[Saved entries]

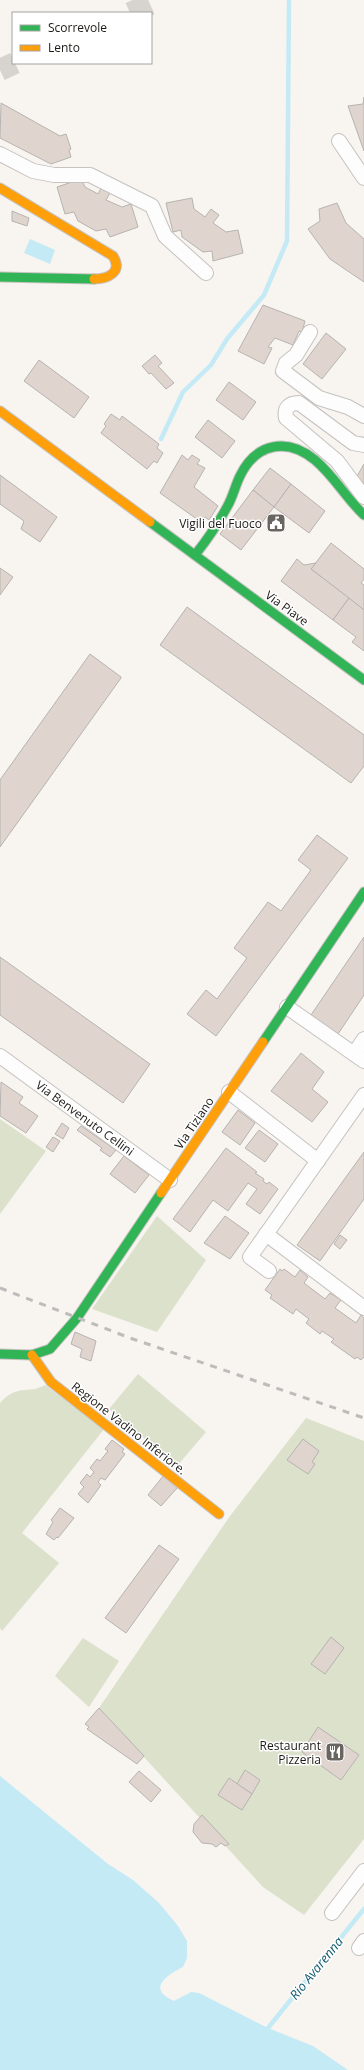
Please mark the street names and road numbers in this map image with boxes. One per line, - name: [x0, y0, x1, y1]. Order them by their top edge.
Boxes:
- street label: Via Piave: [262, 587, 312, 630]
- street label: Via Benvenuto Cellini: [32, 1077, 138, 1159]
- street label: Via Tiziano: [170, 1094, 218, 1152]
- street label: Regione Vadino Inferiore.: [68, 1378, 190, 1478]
* * *
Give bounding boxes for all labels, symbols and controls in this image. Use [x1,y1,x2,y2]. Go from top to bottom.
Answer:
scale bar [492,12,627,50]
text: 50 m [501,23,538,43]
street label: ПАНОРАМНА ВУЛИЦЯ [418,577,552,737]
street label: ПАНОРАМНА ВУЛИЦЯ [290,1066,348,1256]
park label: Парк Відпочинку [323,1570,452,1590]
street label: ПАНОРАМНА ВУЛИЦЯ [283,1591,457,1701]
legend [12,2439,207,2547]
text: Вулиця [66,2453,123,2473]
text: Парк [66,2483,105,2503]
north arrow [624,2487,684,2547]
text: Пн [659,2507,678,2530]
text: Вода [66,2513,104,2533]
==
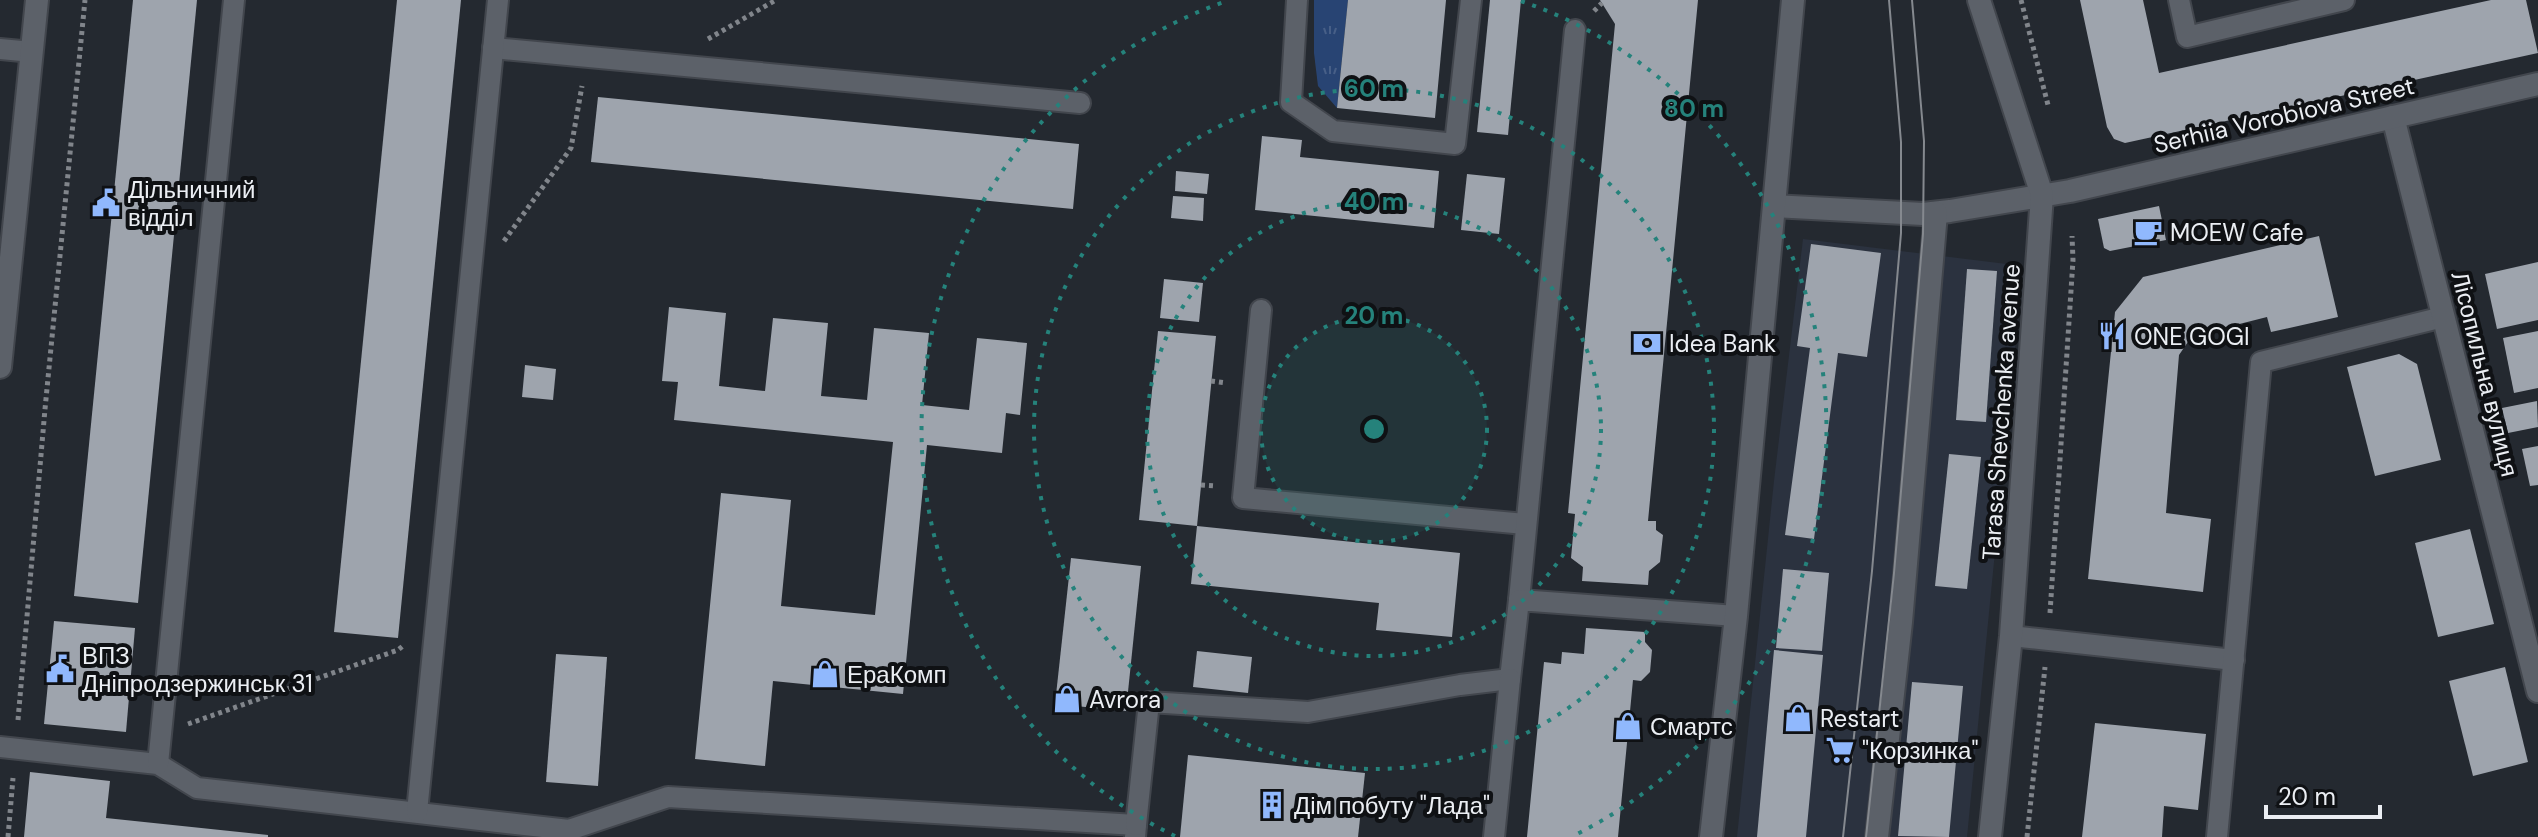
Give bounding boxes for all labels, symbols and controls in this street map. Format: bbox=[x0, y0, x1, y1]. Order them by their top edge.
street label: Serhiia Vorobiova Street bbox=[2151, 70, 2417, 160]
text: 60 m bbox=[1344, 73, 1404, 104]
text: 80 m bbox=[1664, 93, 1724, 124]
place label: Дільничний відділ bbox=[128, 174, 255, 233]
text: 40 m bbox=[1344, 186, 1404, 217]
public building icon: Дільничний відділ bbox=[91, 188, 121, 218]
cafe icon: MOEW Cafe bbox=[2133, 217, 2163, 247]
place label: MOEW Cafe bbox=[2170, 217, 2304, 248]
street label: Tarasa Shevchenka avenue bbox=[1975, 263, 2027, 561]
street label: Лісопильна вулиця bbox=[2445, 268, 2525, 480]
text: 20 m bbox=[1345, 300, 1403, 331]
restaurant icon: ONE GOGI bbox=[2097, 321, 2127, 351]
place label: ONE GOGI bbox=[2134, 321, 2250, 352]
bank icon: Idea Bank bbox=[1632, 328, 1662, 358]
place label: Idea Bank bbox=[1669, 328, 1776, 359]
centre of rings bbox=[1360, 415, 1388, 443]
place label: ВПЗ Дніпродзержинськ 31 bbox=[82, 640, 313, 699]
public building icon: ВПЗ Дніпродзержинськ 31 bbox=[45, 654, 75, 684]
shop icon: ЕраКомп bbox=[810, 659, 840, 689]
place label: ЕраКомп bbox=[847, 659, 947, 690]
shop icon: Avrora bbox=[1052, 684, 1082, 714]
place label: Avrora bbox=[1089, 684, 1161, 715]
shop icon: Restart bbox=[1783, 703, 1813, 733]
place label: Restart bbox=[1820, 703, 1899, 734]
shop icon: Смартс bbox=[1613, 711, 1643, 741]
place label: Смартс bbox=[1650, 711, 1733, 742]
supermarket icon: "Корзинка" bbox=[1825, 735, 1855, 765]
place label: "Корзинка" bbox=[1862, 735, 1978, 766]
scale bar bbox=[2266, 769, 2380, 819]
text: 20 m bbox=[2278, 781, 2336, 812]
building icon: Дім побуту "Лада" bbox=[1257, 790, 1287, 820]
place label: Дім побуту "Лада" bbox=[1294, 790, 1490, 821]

## Exercise brief
Find and copy each line above that includes the string "image".

## Solution to the exercise
Please mark the street names and road numbers in this map image with boxes. One per line, - name: [x0, y0, x1, y1]. Order them by their top edge.
Give bounding boxes for all labels, symbols and controls in this image. Use [x1,y1,x2,y2]. Go from top to bottom.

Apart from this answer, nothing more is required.